Most of those builders, designers and developers were not corner-cutting; they were competent professionals who relied upon details that were issued by manufacturers who haven't stood behind them; on accredited methods and materials that the accreditation agency has now washed its hands of; on materials that the standards authority now wishes it hadn't allowed (but did) ... and in the end the ones who are paying are not those suppliers, agencies or authorities, but those builders and designers, and the council inspectors who for the most part did as much as they were able to at the time.

Anonymous said...

Denmt said "but at the end of the day, the truth is certain people will always attempt to build housing cheaper, cut any corners they can get away with, and do it faster in order to maximise profit"

Yes builders have and always did build like this.

The only change was in the building act which was controlled by BIA.

On a funnier note.
Was playing golf in a trades day. One hole was sponsored by James Hardie. Good looking girl looking after the display at the hole introduces herself and asks "do we know anything about James Hardie and Villa board" they were demonstrating. Builder who I was with responds with "Yeah I know about James Hardie. Your the company that sold Asbestos Fibre Cement board killing people, but walked away from responsibility. Your the company that sold exterior cladding for homes that leaks, but walked away from. Yeah I know about your company" The girl didn't have much more to say after that

Anonymous said...

I didn't mean for my comment to come off as a subtle ad for registered architects - I was using 'architect' as a catch-all for 'diligent designer'. As you well know, there are plenty of non-architects who fall into this category.

My direct knowledge of leaky-building jobs thus far is largely restricted to low-end cases such as I mentioned, and I have yet to hear of a job whereby diligent design was done, sound building practice used, and TA inspections carried out without a hitch. In that scenario one could well surmise that something was awry with the materials, or the building practice.

But the truth is that the one constant across so many 'Leaky Buildings'(TM) has been EIFS systems and the number of offices who now iwll not touch them is staggering. One can say that BRANZ in particular may have been too swift to certify some of them, and BIA guidelines as to their use may have allowed too many loopholes for quick-and-dirty approaches to construction, but the reality is that the system is easy to detail wrong and build wrong. And this is what happened in a number of the jobs I have knowledge of.

As for your point that:

** all buyers relied in the main on council consents as a reliable indicator of fitness -- not something one would do when buying a car, for example.

...I fail to see how ordinary folks can be expected to have the requisite knowledge to assess detail sheets for possible problem areas.
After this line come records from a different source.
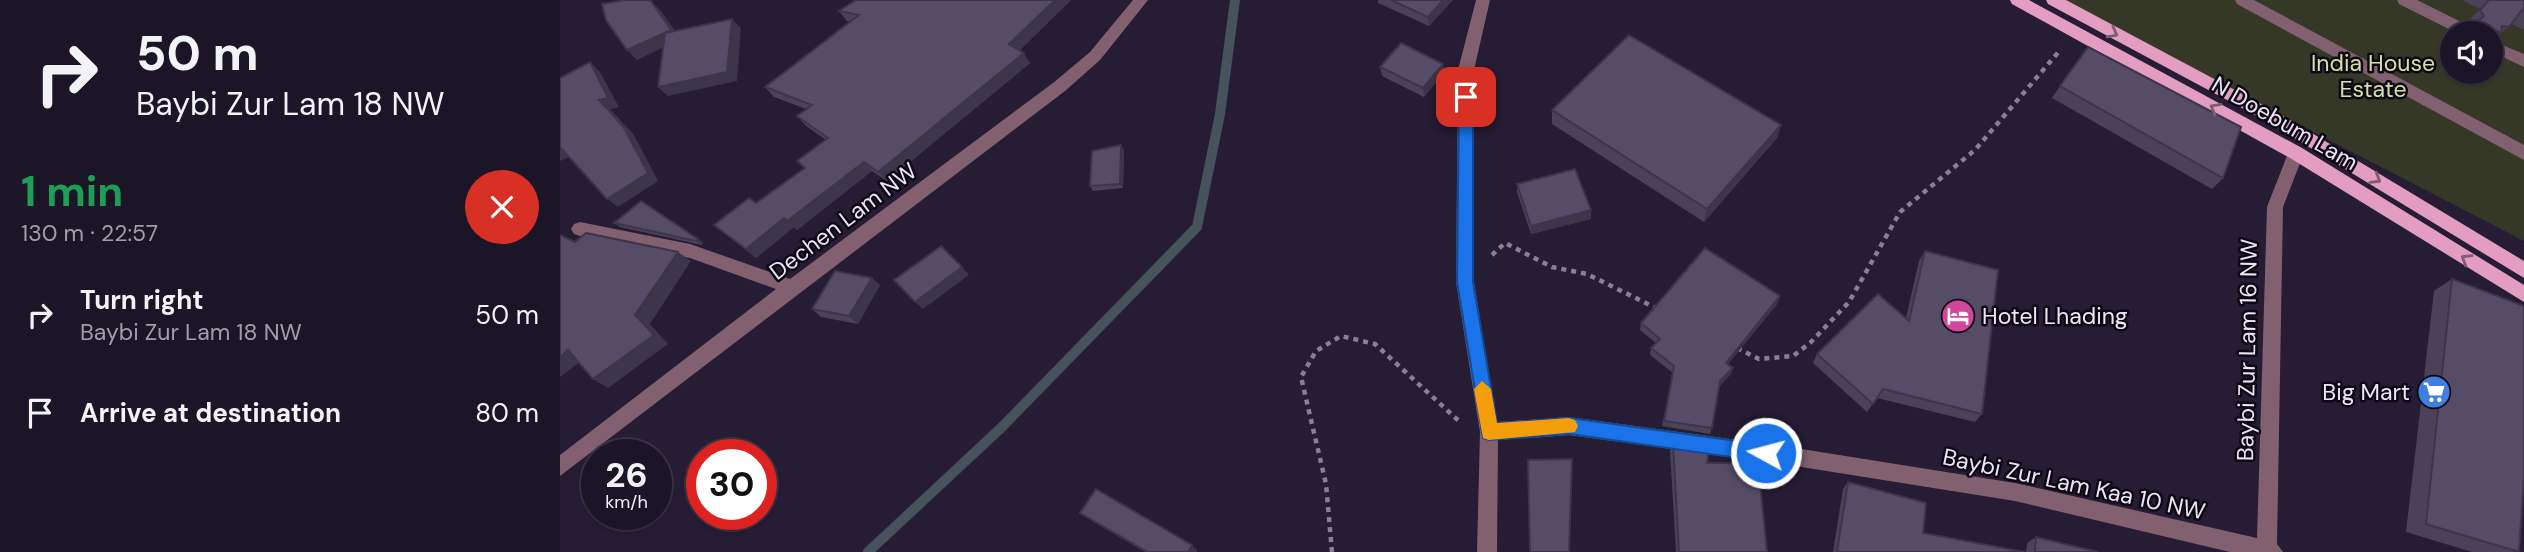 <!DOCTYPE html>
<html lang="en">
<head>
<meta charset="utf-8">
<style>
	:root { --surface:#1c1527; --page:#292233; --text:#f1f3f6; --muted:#a09fa7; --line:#3a3444 }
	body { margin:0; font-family:"DM Sans",sans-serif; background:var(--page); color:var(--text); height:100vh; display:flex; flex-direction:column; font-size:26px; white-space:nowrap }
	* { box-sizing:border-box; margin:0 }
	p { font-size:23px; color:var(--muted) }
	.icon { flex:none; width:38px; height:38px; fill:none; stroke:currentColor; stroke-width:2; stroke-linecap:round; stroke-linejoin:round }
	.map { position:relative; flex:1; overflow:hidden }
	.drawer { display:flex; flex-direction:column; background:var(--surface); width:560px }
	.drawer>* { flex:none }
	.top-card { background:#1c1527; color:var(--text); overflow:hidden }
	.controls { position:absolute; left:1880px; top:21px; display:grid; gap:14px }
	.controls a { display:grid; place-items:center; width:63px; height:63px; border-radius:50%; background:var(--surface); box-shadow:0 2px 5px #0004,0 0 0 2px var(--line); font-size:35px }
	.speed { position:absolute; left:21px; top:439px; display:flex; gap:14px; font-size:35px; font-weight:700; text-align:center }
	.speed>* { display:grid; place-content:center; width:91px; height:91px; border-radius:50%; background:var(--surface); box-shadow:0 2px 5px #0004,0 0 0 2px var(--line); line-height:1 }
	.speed small { font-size:18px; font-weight:400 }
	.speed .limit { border:10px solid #d22; background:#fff; color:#111 }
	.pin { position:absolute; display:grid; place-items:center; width:60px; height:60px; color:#fff; margin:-30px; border-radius:14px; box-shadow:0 4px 10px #0006 }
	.me { position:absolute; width:77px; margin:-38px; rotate:277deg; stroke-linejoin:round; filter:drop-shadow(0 0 5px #0008) }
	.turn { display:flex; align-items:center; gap:24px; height:147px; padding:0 21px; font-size:32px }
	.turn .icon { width:91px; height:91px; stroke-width:2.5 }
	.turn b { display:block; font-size:49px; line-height:60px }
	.round { display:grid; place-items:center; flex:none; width:74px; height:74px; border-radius:37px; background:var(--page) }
	.head { display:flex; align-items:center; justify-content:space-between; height:119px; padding:0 21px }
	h1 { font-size:42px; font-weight:700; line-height:52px; color:#1e9e55 }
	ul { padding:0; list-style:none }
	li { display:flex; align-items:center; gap:21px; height:98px; padding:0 21px }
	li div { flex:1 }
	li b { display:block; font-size:26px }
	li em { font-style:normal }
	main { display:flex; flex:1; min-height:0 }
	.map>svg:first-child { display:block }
</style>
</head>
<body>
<main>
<section class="drawer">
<div class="top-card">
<div class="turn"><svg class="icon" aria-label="right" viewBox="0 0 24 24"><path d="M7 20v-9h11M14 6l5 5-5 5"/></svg><div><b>50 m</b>Baybi Zur Lam 18 NW</div></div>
</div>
<div class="head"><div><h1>1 min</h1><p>130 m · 22:57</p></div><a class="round" style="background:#d93025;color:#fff"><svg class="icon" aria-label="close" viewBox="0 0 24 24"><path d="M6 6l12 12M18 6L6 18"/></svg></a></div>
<ul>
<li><svg class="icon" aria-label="right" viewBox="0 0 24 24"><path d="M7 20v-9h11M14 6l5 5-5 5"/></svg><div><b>Turn right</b><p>Baybi Zur Lam 18 NW</p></div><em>50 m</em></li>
<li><svg class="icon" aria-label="arrive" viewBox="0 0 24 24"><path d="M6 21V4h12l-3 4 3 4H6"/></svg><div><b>Arrive at destination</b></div><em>80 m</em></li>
</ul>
</section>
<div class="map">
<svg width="1964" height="552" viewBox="0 0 1964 552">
	<rect width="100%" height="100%" fill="#261c34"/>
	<path fill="#353826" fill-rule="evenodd" d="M1500 0H1964V241L1555 29ZM1892 33H1930V72H1892Z"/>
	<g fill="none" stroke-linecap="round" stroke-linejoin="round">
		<path stroke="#47535b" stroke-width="10" d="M308 552 442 427 637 227 660 114 675 0"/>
		<path stroke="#888094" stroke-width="4.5" stroke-dasharray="5 5" stroke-linecap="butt" d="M932 255 945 243 992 267 1027 274 1100 310
			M1177 348 1199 359 1233 356 1250 343 1289 302 1340 212 1415 150 1501 49
			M772 552 766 484 741 377 756 351 781 336 815 344 900 422"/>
		<path fill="#826070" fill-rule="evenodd" d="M573 0H588L540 60 505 91 0 476V455L216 289 130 258 20 236 14 234 11 229 14 224 20 222 130 244 230 279 493 83 530 52Z
			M916 0H930L914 70V282L937 422 1009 417 1229 447 1455 483 1697 538 1707 207 1730 148H1742L1744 153 1723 207 1717 544 1723 552H1670L1455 501 1229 465 1009 435 938 440 937 552H917L920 432 896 282 898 70Z
			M1675 0H1694L1964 145V160L1677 4Z
			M1837 0H1857L1905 24 1908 28 1901 33 1895 32 1839 4Z
			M1930 40 1964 54V67L1930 51Z"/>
		<path fill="#e39dc0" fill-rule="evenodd" d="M1450 0H1469L1742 148 1964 285V302L1730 158 1452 4Z
			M1486 0H1506L1720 114 1964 261V278L1708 122 1488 4Z"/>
	</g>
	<path fill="#4b4159" d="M296 0H511L459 51 470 63 327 181 312 171 237 230 234 227 196 258 154 225 196 203 244 168 237 161 266 140 246 126 237 116 246 109 214 97 205 87 290 22 287 21 279 11Z
		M818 0H893L869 26 818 3Z
		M1902 0H1964V30L1951 24 1930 43V33H1905L1910 28 1907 22 1920 9Z
		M883 64 884 73 864 97 822 76 820 67Z
		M1500 86 1663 178 1652 189 1492 98Z
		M992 110 1221 125 1217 138 1144 222 992 124Z
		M561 145 564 150 563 188 533 191 530 186Z
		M957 184 1031 210V219L971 234 957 192Z
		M54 223 138 239 143 243 142 245 60 227Z
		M1365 251 1422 414 1415 422 1317 398 1307 412 1253 363 1257 354 1346 318 1359 261Z
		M1892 279 1959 552H1912L1846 532 1874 291Z
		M320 285 298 324 261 317 252 309Z
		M1218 303 1168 364 1171 374 1160 386 1152 428 1150 434 1102 426 1113 373 1090 355 1091 348 1096 343 1080 330 1081 323Z
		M1113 443 1147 463 1207 552H1116L1110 451Z
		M1288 482 1363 533 1465 552H1273L1283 489Z
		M520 513 637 550 636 552H585L527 518Z
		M1476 537 1538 552H1466L1467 543Z"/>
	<path fill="#3d3549" d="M495 0H511L456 54 449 44Z
		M883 0H893L869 26 868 17Z
		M91 1 101 11 121 39 77 60 67 50Z
		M172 19 181 28 177 81 108 96 98 87Z
		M464 53 470 63 327 181 318 172Z
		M30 62 40 72 59 107 50 109 74 135 98 181 58 207 47 199Z
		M883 64 884 73 864 97 863 88Z
		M1221 125 1217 138 1144 222 1147 209Z
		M561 145 564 150 563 188 560 184Z
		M0 147 12 156 0 161Z
		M304 162 312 171 237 230 234 227 196 258 186 249 224 218Z
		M1031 210V219L971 234V226Z
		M138 239 143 243 142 245 136 241Z
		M118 252 131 261 90 324 108 344 48 388 33 379Z
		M402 267 409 275 363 309 355 302Z
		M312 278 320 285 298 324 289 316Z
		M1220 296 1218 303 1164 369 1166 363Z
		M8 350 24 359 0 377V357Z
		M1173 368 1171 374 1158 388 1160 381Z
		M632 545 637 550 636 552H628Z"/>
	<path fill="#574c68" stroke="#3d3549" stroke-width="2" d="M65 0H87L91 1 111 30 67 50 46 20 42 4Z
		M296 0H495L449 44 464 53 318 172 304 162 227 221 224 218 186 249 154 225 189 198 196 203 245 168 237 161 268 138 237 116 252 105 205 87 299 15 279 11Z
		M831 0H883L868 17Z
		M1929 0H1964V12L1962 10 1949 27 1942 26 1941 33 1917 22 1924 16 1920 10Z
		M172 19 167 72 98 87 105 33Z
		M1069 35 1221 125 1147 209 992 110Z
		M841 43 883 64 863 88 820 67Z
		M1528 47 1681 127 1663 178 1500 86Z
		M30 62 48 98 39 100 63 126 88 173 47 199 0 147V78Z
		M561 145 560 184 530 186 532 151Z
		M1015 169 1031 210 971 226 957 184Z
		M81 201 138 239 136 241 54 223Z
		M26 233 118 252 75 315 94 335 33 379 8 350 0 357V235L15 242Z
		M381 246 402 267 355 302 334 280Z
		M1145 248 1220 296 1166 363 1173 368 1160 381 1152 428 1104 421 1114 366 1091 348 1100 339 1081 323Z
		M1365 251 1438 270 1422 414 1323 389 1313 404 1257 354 1318 294 1349 321Z
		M275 271 312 278 289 316 252 309Z
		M1892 279 1964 306V475L1959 552 1866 524Z
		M1113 443 1149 448 1147 463H1198L1207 552H1119Z
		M1012 459 1009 552H970L968 460Z
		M1288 482 1366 503 1363 533 1465 552H1277Z
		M536 489 632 545 628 552H588L520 513Z
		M1476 537 1538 552H1475Z"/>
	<defs><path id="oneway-chevron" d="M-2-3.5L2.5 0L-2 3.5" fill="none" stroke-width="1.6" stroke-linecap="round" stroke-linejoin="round" transform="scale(1.75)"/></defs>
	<g stroke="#835a73">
		<use href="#oneway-chevron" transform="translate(1553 33) rotate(28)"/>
		<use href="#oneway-chevron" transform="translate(1655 108) rotate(-151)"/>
		<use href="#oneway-chevron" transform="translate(1816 179) rotate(31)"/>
		<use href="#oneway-chevron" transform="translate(1906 259) rotate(-149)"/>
	</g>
	<path fill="#1a73e8" stroke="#114b97" stroke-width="2" d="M906 91 913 97V282L937 423 1010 418 1206 445 1212 448 1215 453 1212 459 1206 462 1010 434 929 440 923 438 897 282 899 97Z"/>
	<path fill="#f59e0b" d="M922 381 931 389 937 423 1009 418 1015 420 1018 426 1015 432 929 440 923 438 914 389Z"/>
	<defs>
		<symbol id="hotel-disc" viewBox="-11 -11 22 22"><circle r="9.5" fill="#d1479c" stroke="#0d0914"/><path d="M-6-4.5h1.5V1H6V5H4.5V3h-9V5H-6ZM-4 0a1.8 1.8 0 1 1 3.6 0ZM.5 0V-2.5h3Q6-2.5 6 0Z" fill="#fff"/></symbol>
		<symbol id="supermarket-disc" viewBox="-11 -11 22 22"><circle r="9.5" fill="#3f7fe0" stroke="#0d0914"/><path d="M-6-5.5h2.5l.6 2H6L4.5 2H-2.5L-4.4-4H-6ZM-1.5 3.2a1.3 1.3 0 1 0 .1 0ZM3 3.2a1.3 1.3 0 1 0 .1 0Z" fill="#fff"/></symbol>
	</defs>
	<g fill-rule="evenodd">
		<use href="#hotel-disc" x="1379" y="297" width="38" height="38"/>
		<use href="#supermarket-disc" x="1855" y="373" width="38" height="38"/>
	</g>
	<g text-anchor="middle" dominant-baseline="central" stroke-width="5" stroke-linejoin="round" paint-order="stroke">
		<g font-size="23" fill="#d5e0a3" stroke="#0d0914">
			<text x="1813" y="63">India House<tspan x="1813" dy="26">Estate</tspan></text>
		</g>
		<g font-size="23" fill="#ece5f6" stroke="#0d0914">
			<text transform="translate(1725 123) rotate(30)">N Doebum Lam</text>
			<text transform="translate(283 221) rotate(-37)">Dechen Lam NW</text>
			<text transform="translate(1687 350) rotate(-89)">Baybi Zur Lam 16 NW</text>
			<text transform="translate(1514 484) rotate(12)">Baybi Zur Lam Kaa 10 NW</text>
		</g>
		<g font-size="23" fill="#ece5f6" stroke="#0d0914" text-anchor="start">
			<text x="1422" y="316">Hotel Lhading</text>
			<text x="1850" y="392" text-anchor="end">Big Mart</text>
		</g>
	</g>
</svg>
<div class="controls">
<a><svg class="icon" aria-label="sound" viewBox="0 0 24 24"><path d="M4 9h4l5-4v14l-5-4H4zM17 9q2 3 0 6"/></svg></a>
</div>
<div class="speed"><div>26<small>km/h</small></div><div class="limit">30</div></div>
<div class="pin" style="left:906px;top:97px;background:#d93025"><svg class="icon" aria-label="arrive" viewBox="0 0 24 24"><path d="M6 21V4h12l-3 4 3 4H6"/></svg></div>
<svg class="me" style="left:1206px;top:453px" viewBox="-20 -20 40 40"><circle r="17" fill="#1a73e8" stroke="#fff" stroke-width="3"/><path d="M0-11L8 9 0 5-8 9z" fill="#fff"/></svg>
</div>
</main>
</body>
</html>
And the suggestion that they should pay third-party private organisations for plan-checks just for peace of mind takes the onus off designers to properly do their job. And ADMINISTER THE CONTRACT. Architects/designers who don't carry out site supervision are asking for their work to be undone. It needs to be carefully explained to clients that this isn't just another way of extracting dosh out of them.

As a final note, I would have thought that with your advocacy of the use of common-law principles, that passing the buck all the way down the line to BIA/BRANZ would feel mighty sketchy... And saying 'well, they wouldn't exist in a libertarian paradigm' doesn't really cut it!